Only the dot-com bubble was bigger.
John Hussman has an excellent write-up of the bubble in When Speculators Prosper Through Ignorance.
Pater Tenebrarum at the Acting Man blog continues the discussion with Speculative Blow-Offs in Stock Markets – Part 2
Central banks’ seriously misguided attempts to fight routine consumer price deflation, fueled very destructive asset bubbles that eventually collapse.
Worse yet, many pension plans did not even benefit from the speculative boom, but they sure will participate in the next collapse.
GMO 7-Year Forecast
As of the end of 2016, GMO forecast real (inflation-adjusted) losses in both US stocks and bonds for the next seven years!
Things are so bubbly now, that GMO now foresees nominal losses in US equities. At this juncture, even gains of say 3.5% for the next seven years would sink the system.
Public unions are already screaming for tax hikes to bail them out. Giving in to such an approach would do nothing but further drive businesses and wealthy Illinoisans out of the state, compounding the problem.
It’s time to admit reality: The Illinois pension system is insolvent, and not just at the state level. Illinois cities are also impacted.
- At the municipal level, we need bankruptcy legislation so that cities and municipalities can shed liabilities in bankruptcy proceedings.

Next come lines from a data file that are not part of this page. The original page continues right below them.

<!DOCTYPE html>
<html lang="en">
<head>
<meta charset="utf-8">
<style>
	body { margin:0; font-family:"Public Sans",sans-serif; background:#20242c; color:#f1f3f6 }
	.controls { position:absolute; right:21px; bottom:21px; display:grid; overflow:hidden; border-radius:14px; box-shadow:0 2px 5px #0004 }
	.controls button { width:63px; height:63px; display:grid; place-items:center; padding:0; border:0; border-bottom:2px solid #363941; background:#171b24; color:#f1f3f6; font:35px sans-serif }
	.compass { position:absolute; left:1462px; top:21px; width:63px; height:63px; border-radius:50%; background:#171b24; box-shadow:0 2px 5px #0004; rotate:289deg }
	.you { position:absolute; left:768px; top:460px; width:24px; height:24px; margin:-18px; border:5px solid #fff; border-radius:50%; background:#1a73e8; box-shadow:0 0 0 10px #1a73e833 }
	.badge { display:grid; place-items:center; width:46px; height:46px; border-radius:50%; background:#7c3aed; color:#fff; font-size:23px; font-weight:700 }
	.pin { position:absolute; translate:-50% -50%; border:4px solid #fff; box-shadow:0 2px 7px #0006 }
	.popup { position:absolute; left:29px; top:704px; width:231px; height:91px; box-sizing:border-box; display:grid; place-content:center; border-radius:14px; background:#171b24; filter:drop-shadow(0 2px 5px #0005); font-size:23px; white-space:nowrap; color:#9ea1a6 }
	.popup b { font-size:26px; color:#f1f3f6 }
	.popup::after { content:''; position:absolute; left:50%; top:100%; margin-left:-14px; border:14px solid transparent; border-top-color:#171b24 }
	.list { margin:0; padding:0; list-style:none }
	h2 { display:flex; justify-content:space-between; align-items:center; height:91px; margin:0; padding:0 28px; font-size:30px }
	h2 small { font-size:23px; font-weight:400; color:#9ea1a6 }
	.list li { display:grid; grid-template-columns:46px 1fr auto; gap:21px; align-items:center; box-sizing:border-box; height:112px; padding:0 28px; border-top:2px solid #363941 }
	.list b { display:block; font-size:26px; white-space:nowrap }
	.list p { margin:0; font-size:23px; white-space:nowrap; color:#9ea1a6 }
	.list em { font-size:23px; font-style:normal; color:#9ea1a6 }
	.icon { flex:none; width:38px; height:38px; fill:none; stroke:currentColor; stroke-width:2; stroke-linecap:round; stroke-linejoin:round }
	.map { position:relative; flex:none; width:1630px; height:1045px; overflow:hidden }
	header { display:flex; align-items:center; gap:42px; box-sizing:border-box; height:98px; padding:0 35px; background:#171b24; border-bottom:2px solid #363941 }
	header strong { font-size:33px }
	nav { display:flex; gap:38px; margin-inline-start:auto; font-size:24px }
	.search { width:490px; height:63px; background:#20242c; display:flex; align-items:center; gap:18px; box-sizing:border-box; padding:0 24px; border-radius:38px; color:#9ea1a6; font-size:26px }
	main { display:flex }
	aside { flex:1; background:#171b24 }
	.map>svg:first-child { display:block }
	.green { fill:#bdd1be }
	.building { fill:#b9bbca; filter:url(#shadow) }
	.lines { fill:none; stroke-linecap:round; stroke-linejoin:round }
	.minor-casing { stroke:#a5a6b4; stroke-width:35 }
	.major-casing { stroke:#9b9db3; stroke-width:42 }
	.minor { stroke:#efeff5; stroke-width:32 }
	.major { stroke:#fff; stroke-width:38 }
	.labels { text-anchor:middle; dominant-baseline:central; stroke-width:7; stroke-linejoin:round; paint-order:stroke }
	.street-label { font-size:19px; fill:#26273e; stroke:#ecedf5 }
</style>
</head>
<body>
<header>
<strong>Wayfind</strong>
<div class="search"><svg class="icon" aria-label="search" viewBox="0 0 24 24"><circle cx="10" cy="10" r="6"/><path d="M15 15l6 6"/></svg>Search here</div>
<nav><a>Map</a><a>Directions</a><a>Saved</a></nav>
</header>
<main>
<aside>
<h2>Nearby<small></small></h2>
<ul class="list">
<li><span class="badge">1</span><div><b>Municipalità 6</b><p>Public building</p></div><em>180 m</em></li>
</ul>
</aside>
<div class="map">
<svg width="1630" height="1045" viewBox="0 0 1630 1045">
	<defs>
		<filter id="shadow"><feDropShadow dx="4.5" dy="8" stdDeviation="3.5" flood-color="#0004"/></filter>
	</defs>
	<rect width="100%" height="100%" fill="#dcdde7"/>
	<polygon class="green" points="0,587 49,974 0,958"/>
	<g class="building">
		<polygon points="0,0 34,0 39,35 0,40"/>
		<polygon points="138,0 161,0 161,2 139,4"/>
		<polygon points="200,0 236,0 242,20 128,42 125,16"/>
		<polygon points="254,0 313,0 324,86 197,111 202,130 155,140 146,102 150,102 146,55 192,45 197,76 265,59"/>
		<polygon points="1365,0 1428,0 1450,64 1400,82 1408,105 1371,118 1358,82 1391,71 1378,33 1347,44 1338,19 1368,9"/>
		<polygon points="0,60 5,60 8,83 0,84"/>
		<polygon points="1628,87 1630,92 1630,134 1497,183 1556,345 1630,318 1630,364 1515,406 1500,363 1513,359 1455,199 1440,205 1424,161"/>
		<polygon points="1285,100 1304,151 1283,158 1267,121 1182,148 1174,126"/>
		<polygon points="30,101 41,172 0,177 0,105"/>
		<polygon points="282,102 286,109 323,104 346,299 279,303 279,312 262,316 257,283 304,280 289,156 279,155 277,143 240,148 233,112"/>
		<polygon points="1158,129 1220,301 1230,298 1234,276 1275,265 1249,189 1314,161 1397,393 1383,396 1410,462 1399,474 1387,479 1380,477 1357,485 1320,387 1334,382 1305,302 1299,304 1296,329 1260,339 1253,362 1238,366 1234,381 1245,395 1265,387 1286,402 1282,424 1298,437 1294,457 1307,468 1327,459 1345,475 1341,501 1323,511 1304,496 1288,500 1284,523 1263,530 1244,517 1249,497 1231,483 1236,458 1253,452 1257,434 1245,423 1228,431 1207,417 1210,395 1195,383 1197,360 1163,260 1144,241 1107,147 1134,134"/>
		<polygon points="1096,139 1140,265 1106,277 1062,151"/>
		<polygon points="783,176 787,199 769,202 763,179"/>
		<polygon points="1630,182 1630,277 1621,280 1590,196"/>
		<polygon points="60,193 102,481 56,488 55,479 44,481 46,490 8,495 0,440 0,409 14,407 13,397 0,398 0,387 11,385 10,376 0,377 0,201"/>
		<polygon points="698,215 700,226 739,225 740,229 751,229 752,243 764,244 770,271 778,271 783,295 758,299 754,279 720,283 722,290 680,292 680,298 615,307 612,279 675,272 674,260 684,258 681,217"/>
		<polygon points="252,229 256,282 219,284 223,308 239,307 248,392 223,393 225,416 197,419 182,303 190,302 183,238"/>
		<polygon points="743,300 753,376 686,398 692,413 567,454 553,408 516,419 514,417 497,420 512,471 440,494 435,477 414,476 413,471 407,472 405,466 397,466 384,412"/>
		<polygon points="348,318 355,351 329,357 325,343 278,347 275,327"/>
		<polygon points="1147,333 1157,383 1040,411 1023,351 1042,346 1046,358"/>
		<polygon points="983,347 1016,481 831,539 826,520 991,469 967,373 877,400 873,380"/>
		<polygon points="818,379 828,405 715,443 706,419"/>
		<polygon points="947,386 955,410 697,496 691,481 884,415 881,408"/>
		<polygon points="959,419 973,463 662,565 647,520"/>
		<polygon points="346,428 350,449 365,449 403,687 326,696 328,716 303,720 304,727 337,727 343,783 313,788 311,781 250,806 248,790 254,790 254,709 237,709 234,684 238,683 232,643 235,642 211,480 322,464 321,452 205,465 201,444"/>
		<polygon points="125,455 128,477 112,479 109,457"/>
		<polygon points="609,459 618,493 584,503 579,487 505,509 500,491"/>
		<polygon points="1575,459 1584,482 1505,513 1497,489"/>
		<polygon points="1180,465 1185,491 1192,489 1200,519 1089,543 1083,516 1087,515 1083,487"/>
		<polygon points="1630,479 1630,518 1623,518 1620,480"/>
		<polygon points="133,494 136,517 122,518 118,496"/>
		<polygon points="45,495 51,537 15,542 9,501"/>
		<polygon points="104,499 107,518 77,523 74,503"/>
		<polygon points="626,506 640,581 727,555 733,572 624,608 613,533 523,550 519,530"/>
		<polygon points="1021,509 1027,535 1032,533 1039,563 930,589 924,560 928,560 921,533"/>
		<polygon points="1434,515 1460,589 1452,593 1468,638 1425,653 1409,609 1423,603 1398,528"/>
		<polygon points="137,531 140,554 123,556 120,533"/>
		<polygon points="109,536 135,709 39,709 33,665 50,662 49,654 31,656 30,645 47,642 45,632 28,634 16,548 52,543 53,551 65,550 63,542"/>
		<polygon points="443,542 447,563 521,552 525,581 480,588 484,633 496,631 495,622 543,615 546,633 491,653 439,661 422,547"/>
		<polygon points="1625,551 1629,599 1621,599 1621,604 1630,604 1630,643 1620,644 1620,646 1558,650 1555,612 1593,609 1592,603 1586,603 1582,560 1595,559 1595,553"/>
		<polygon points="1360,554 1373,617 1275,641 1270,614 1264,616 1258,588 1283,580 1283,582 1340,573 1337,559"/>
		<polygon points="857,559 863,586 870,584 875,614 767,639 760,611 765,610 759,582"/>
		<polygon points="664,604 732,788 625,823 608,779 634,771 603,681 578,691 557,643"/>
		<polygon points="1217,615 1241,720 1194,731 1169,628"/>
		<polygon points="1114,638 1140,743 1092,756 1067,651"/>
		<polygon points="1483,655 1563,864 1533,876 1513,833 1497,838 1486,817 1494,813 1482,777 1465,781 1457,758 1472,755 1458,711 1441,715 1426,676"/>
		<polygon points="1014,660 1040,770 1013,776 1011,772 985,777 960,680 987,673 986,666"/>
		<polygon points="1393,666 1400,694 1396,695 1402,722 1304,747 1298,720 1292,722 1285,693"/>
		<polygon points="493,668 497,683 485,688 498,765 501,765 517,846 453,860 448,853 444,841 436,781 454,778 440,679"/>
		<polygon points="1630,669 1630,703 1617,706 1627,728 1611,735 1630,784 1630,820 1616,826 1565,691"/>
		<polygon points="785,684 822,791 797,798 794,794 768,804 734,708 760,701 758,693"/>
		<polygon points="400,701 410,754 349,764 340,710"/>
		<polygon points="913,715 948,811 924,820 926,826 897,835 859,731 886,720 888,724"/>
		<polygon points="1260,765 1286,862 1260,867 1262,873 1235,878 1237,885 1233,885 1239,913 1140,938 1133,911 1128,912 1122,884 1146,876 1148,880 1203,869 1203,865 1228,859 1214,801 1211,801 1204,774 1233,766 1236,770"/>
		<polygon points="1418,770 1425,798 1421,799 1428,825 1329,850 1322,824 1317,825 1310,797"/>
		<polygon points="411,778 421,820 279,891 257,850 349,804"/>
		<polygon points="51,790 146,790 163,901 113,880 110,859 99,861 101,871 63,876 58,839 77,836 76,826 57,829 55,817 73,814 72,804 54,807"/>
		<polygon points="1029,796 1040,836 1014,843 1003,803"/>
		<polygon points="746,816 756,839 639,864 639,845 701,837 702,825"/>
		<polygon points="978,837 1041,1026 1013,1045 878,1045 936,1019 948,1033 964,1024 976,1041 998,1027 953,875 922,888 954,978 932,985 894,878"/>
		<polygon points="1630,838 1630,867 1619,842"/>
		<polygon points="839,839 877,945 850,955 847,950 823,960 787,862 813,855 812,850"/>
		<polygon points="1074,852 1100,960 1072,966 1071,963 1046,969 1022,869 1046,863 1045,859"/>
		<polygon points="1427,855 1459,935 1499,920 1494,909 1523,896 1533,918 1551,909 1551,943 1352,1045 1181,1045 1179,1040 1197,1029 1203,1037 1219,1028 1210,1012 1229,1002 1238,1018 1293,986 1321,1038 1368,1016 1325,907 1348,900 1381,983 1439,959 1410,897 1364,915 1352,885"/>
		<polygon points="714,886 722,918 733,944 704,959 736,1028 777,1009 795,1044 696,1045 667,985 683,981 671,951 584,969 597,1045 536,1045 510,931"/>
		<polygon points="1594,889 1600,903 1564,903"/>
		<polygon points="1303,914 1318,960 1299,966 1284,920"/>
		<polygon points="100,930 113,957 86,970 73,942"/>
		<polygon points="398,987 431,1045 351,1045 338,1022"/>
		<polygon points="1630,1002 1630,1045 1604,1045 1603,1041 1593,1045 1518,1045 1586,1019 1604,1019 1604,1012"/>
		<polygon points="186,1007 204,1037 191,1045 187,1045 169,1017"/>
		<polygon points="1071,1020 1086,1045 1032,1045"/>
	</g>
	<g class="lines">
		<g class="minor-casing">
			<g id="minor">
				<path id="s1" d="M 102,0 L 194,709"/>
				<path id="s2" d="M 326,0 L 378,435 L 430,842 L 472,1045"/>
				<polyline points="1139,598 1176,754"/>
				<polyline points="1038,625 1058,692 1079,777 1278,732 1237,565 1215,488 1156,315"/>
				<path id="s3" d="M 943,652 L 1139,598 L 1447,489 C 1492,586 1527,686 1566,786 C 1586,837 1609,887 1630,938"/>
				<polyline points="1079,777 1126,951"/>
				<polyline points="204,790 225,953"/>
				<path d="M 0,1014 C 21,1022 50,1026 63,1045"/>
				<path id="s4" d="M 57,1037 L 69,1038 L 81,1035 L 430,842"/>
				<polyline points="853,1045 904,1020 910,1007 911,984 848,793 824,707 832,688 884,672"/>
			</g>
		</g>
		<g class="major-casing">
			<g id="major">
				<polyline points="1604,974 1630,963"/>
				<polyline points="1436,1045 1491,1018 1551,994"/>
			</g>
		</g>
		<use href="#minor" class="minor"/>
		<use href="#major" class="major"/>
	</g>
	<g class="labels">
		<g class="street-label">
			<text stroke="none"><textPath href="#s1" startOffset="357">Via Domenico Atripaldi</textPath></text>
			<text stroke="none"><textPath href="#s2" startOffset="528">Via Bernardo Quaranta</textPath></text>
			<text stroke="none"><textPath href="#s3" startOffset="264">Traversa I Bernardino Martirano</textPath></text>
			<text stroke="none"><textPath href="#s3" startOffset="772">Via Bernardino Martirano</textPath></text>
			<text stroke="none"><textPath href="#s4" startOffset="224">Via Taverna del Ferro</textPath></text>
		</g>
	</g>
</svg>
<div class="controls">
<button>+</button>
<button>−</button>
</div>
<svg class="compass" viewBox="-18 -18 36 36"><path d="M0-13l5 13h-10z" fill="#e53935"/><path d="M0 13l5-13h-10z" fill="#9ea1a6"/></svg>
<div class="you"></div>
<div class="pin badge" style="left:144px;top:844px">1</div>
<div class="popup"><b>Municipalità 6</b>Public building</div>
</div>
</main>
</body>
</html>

- At the state level, we need pension reform. I propose taxing pension benefits above a certain level at a high enough rate to make the system solvent.
How likely is that?
For the answer, please recall my opening remarks: GARS, the Illinois General Assembly Retirement System, is only 13.52% funded, down from 17% funded in 2013.
Illinois is in a pension crisis. Forced admission of that fact will soon be thrust on Illinois politicians who will undoubtedly have an eye on your pocketbook. In fact, they already do: Mary Pat at Stump reports Illinois wants to tax ALL THE THINGS!
Lest you think only Illinois is affected by this mess please consider:
- Dallas on Verge of Bankruptcy Due to Pensions; Just a Matter of Time (For Dallas, Houston, LA, Oakland, Chicago, etc)
- Criminal Witch Hunt in Dallas Pension Fiasco
- In Search of a Fix (When None is Possible): What Happens?
Every state in the union will be affected as soon as the stock rally subsides. Even flat returns for seven years would bankrupt most state pension systems.
Corrupt states like Illinois will never address the problem properly.
We need national bankruptcy legislation to allow municipal bankruptcies in every state, national right-to-work legislation, and the end of prevailing wage laws to lower cost burdens on cash-strapped cities and states.